Your task >>
The answer must consist of every line in the records below that contains the string "lists".

──────── Supplied material

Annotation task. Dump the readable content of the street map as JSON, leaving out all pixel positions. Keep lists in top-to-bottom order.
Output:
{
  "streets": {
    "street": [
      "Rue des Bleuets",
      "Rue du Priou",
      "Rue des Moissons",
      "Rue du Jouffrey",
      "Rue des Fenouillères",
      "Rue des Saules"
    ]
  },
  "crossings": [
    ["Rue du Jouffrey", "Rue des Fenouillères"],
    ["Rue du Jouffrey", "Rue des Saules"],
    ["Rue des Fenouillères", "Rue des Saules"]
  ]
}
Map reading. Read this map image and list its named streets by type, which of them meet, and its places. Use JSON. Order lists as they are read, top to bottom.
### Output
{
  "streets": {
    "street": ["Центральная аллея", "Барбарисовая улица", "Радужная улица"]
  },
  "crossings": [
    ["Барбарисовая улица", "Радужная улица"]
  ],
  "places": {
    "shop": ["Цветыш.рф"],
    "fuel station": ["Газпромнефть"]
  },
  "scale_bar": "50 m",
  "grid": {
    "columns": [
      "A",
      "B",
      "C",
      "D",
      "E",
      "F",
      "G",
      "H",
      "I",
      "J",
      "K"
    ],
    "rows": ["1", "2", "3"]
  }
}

────────────────

Result of the task >>
Annotation task. Dump the readable content of the street map as JSON, leaving out all pixel positions. Keep lists in top-to-bottom order.
Map reading. Read this map image and list its named streets by type, which of them meet, and its places. Use JSON. Order lists as they are read, top to bottom.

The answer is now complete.